To 40 km in the north of Aswan, on Right Bank of the the Nile, the town of Noubit was. Today, on the site of the antique quoted draws up nothing any more but superb the temple gréco-Roman of Kôm Ombo . Partially ruined (part of the temple crumbled in the Nile), it is currently the only visible vestige. The arrival by boat is fairy-like because the temple emerges suddenly on the green banks of the Nile.
The temple of Kôm Ombo, located at 165 km in the south of Louxor, was built on a hill of the town of Kôm Ombo in Egypt, close to the valley of the Nile, at the beginning of the II E by three Ptolémées.
Ptolémée {{VI}} (- 180/-145) was at the origin of the construction of the temple of Kôm Ombo at the beginning of its reign. The construction of the temple continued with other Ptolémées whose Ptolémée {{XIII}} (- 47/-44) and was completed at the 3rd century.
However, in the ruins of the mammisi now disappeared, the Egyptologists found traces of Thoutmôsis {{III}}.
A double enclosing wall includes the whole of constructions. This building, near by its plan to the temples of this time, presents an unfolding of the sanctuary and all the doors and passages which, since the entry, lead to the Naos.
All the walls of the temple, the corridors and the enclosures are still covered with reliefs of which some keep traces of polychromy. However the major part of the temple was destroyed by erosion due to the proximity of the the Nile, with the earthquakes, like with the stone extraction of the temple, re-used to build other temples.
Unusual fact, it was dedicated to the worship of two divinities venerated on an equal footing: Haroëris, the god with head of sparrowhawk and Sobek, the god crocodile, this is why it is called the “temple with the two divinities”. The whole temple is thus separate in two parts, that of North, devoted to Haroéris and that of the South with Sobek.

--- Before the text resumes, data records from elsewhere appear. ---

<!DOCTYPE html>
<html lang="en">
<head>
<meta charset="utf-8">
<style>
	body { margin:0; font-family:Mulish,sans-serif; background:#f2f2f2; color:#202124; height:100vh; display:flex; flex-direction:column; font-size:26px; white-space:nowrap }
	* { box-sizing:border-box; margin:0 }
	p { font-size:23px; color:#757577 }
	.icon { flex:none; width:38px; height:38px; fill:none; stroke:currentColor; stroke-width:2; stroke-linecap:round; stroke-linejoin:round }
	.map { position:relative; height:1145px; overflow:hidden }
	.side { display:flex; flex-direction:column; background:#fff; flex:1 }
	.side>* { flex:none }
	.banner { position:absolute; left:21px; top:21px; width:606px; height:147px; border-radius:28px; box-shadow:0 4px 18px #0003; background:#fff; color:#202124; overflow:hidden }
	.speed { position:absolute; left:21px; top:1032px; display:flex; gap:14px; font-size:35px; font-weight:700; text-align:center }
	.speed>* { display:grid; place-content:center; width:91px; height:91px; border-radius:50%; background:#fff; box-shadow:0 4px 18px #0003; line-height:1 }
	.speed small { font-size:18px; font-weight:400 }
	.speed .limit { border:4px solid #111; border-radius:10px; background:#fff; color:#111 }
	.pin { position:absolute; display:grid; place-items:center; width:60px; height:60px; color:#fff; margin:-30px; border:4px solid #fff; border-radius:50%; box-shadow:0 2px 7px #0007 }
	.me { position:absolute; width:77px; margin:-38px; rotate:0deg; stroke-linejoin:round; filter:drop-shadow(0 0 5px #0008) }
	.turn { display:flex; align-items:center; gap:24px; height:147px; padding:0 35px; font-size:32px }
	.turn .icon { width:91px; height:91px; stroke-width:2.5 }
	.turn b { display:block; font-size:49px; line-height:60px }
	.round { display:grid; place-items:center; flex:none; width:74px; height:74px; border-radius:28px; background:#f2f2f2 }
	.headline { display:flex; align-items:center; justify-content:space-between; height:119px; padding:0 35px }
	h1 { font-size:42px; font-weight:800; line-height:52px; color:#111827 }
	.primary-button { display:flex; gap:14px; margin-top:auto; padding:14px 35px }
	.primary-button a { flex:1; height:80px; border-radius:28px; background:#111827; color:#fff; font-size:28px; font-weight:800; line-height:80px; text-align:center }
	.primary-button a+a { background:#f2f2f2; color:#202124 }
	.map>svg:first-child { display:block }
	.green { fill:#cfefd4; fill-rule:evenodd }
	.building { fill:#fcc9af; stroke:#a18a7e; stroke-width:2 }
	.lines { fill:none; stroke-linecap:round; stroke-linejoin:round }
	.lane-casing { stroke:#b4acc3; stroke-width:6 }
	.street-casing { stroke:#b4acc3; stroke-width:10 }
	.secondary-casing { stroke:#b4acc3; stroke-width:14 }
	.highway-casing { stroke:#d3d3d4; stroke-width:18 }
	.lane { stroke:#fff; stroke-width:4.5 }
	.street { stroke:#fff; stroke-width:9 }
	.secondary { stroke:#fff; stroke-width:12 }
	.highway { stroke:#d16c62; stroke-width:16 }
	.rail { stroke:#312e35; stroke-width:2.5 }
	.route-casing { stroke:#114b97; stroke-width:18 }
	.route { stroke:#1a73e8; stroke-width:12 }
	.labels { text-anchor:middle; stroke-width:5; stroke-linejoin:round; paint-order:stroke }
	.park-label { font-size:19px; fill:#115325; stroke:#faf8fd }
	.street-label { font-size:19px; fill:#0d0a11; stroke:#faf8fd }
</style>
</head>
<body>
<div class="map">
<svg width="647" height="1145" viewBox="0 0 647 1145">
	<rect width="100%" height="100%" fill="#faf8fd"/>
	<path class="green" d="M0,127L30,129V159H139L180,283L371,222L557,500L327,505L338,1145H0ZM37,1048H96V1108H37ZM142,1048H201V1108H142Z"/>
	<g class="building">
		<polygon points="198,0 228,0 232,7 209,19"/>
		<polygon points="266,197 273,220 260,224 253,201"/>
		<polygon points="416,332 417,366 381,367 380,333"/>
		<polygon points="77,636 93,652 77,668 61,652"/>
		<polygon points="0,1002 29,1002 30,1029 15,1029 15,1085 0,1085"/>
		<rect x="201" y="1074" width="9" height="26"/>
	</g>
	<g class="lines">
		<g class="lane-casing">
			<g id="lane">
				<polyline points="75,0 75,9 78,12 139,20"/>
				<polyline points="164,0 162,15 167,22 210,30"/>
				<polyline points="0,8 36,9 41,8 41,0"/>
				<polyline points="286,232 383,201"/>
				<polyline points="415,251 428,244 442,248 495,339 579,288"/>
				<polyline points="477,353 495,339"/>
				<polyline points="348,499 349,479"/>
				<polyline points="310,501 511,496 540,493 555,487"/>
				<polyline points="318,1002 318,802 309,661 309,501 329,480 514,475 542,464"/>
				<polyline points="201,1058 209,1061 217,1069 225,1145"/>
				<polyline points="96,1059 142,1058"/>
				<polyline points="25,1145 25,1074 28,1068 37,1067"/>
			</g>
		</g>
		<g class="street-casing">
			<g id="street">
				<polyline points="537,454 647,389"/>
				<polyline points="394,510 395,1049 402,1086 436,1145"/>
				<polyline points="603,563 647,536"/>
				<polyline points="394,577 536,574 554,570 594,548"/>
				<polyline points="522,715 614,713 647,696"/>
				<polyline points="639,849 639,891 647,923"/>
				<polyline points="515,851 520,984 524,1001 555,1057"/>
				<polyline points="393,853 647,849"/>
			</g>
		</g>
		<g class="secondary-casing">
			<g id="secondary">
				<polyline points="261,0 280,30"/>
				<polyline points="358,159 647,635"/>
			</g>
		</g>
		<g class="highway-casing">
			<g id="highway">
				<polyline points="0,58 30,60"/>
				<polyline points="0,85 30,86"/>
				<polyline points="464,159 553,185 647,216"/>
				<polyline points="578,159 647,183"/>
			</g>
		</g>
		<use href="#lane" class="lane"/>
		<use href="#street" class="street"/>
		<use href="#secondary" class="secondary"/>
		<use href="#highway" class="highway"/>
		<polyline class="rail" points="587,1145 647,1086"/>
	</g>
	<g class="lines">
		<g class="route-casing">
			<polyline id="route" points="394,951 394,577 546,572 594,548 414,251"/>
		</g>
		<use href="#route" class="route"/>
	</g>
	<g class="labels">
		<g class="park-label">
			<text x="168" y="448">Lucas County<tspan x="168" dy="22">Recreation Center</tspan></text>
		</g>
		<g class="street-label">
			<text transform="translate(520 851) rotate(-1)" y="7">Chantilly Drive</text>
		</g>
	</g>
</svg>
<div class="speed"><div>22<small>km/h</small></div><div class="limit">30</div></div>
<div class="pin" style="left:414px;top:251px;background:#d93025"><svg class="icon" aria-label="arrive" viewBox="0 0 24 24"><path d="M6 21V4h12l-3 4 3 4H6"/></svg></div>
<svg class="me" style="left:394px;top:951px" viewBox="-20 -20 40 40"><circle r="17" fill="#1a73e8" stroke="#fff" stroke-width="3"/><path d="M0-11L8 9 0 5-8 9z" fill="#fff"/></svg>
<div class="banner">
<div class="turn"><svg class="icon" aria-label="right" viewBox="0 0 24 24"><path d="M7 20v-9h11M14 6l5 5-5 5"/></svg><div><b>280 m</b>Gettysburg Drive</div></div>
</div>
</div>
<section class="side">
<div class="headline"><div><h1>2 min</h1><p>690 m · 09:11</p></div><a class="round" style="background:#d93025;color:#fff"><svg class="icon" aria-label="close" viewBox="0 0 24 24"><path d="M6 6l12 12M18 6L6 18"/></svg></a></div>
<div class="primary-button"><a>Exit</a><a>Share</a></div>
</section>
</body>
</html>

Sobek is the son of the watery goddess Neith, its statute of god of water and of the flood makes it adore everywhere in the Delta of the Nile, the Fayoum and especially with Kom Ombo (principal sanctuary) where it has Hathor for wife.
Master of water, God who irrigates the fields, it is also associated with the fertility.
The presence of Crocodile S in the the Nile was for the Égyptiens the advertisement of a rising favorable to harvests.
In this city, as in other cities devoted to Sobek, one or more crowned crocodiles were maintained. With their death, they were embaumés. Mummies of crocodiles were found in a close necropolis.
On the other hand, Hérodote announces that the inhabitants of the area of Éléphantine held if little the crocodiles for crowned that they ate them. There are not from now on more crocodiles in this part of the Nile, the construction of the High stopping of Aswan by prohibiting the access to them.
Haroëris is the Greek name of a god of Egyptian mythology, Horour (hr-wr), which is probably the oldest shape of the god Hor (Horus in Greek).
It thus has the character of the Sun and the Moon, and it is thanks to him that the two stars do not cross and follow themselves compared to the hours. It was celebrated the last day of the month of Épiphi. When the two stars are in conjunction, its faithful believes that they waited until him homage is made.
In the Texts of the pyramids, it is wire of Re or Geb (?) but he is in any case the brother of Seth. He is the side beneficial of these two characters, with the opposition of Seth. It is the good against the evil.
Winner of its brother, it is adored by the kings as Hor Noubti, “Horus victorious of Seth”.
Under the Ptolémée S, the victorious gods of Seth were appreciated considerably Egyptians, and the Macedonians built the temple of Nubt (Ombos) in the honor of Haroëris and Sobek.
It is represented under the features of a man with head of falcon crowned of the solar disk, crown Atef, or crown Hedjet (white crown of High-Egypt).